> **What to work on**
Every line that contains the word "speed" is to be copied from the listing.

[Input data — start]

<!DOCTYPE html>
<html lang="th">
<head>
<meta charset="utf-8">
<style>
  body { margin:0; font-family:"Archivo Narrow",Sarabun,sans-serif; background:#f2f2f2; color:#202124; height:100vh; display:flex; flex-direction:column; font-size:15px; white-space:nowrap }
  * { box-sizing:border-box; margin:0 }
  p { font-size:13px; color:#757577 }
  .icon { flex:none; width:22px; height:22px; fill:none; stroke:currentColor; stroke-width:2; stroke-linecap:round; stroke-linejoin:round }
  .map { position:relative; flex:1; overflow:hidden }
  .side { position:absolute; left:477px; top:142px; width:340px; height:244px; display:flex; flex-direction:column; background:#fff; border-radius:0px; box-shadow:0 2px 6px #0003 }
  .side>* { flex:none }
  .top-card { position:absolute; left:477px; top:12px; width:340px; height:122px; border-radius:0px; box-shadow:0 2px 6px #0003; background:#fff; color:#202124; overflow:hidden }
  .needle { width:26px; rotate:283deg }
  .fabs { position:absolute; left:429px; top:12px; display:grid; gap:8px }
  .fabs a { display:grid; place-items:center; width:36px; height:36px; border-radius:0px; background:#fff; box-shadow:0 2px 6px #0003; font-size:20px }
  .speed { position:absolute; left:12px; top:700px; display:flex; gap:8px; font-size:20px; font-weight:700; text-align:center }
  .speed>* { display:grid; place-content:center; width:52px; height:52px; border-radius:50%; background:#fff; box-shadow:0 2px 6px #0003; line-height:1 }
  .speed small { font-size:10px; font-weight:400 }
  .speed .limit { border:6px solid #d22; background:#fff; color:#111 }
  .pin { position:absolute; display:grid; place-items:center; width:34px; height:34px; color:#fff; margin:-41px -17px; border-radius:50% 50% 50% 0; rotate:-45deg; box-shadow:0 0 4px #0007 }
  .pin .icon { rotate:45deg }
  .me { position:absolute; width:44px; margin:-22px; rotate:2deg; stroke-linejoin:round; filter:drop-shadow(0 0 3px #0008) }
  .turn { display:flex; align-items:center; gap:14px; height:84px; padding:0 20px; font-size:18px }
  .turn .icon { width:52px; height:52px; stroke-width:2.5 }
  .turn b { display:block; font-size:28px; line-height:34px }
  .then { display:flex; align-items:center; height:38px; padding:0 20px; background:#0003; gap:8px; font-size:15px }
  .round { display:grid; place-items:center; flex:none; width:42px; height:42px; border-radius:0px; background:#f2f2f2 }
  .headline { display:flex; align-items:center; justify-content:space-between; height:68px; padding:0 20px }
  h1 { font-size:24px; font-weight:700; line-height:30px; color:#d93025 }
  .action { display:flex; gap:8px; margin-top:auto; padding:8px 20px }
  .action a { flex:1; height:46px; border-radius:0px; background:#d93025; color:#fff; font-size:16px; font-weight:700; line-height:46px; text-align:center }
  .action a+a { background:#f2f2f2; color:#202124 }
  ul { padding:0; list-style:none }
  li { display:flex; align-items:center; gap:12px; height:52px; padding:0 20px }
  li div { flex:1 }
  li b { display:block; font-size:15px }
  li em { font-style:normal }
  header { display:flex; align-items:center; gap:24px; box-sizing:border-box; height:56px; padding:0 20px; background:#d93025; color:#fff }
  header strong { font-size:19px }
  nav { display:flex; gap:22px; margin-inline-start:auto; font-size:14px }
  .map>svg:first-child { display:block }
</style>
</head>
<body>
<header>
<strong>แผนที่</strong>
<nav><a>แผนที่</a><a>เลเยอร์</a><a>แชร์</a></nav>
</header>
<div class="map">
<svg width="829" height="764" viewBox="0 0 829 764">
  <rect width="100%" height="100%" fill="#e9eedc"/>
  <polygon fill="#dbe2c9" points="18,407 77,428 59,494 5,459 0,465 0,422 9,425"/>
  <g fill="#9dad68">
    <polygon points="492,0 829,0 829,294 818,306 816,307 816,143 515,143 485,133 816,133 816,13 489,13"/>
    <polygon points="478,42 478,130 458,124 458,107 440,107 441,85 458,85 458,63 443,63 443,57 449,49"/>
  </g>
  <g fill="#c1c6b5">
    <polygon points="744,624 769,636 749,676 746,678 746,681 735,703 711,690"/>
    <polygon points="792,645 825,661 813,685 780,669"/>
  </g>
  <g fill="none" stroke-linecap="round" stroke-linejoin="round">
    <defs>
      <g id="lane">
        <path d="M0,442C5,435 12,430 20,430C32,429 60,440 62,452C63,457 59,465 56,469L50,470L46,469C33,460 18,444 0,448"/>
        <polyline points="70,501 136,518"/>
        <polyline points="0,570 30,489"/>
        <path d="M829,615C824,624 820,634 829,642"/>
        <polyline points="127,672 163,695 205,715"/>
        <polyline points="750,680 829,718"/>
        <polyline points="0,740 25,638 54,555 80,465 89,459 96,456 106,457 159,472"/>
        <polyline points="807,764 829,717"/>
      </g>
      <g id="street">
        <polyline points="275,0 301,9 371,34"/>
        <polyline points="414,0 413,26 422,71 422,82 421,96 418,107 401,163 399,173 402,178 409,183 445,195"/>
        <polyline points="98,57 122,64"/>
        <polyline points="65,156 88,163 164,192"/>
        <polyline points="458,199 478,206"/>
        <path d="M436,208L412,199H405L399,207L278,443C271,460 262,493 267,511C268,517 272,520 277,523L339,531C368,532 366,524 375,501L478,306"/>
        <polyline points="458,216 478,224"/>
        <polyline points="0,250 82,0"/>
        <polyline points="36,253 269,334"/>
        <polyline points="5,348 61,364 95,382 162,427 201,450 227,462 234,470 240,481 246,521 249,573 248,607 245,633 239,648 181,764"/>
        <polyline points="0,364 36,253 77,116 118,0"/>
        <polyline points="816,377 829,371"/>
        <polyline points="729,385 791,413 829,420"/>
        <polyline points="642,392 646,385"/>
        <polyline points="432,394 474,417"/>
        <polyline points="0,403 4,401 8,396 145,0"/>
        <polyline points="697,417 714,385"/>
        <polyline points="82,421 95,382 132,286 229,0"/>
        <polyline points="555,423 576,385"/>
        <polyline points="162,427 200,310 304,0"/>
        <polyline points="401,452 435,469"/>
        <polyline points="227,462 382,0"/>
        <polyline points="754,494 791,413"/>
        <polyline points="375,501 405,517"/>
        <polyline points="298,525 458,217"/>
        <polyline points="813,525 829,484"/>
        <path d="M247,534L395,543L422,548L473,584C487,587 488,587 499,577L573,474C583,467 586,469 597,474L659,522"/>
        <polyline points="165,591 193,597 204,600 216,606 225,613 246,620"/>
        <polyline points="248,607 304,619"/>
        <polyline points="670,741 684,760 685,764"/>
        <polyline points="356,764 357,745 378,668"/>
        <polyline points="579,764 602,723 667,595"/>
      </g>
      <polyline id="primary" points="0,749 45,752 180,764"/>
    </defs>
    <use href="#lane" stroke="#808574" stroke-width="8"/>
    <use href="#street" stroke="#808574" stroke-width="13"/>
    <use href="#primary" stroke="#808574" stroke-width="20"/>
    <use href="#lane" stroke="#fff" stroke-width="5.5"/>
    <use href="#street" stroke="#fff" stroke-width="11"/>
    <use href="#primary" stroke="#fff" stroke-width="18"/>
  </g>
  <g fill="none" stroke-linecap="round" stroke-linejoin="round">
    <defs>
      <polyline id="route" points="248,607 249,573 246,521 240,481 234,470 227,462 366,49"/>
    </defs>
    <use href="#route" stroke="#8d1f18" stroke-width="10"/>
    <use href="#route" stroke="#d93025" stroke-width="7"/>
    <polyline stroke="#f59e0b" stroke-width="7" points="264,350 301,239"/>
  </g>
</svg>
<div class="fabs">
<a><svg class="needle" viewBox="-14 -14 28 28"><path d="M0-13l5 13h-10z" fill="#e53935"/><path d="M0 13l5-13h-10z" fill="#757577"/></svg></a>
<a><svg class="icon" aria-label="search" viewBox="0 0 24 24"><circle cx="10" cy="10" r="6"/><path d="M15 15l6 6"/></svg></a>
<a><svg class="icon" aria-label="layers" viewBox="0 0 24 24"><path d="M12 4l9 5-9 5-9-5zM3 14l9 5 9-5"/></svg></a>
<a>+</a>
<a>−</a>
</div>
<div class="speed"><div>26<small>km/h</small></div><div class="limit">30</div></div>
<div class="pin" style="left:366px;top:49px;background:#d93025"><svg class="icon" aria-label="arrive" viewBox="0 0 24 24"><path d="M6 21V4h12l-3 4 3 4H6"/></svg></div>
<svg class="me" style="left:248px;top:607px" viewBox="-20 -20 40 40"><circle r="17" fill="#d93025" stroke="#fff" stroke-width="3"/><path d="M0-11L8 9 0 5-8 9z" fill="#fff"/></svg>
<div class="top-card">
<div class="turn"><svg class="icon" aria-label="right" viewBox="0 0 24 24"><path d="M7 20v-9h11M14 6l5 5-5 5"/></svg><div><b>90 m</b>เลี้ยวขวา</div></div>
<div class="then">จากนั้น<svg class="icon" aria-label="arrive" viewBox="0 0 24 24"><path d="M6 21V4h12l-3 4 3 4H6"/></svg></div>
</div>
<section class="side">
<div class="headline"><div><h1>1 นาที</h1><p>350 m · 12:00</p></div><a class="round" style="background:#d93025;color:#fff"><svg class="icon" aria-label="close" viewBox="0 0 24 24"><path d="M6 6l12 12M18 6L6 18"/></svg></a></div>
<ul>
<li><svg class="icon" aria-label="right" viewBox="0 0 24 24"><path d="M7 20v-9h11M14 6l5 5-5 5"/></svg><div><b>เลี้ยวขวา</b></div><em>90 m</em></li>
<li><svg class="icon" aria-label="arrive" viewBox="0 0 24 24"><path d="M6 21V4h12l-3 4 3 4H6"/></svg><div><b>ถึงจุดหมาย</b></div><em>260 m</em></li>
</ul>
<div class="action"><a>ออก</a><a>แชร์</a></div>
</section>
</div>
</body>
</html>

[Input data — finish]

> **Answer for this exercise**
  .speed { position:absolute; left:12px; top:700px; display:flex; gap:8px; font-size:20px; font-weight:700; text-align:center }
  .speed>* { display:grid; place-content:center; width:52px; height:52px; border-radius:50%; background:#fff; box-shadow:0 2px 6px #0003; line-height:1 }
  .speed small { font-size:10px; font-weight:400 }
  .speed .limit { border:6px solid #d22; background:#fff; color:#111 }
<div class="speed"><div>26<small>km/h</small></div><div class="limit">30</div></div>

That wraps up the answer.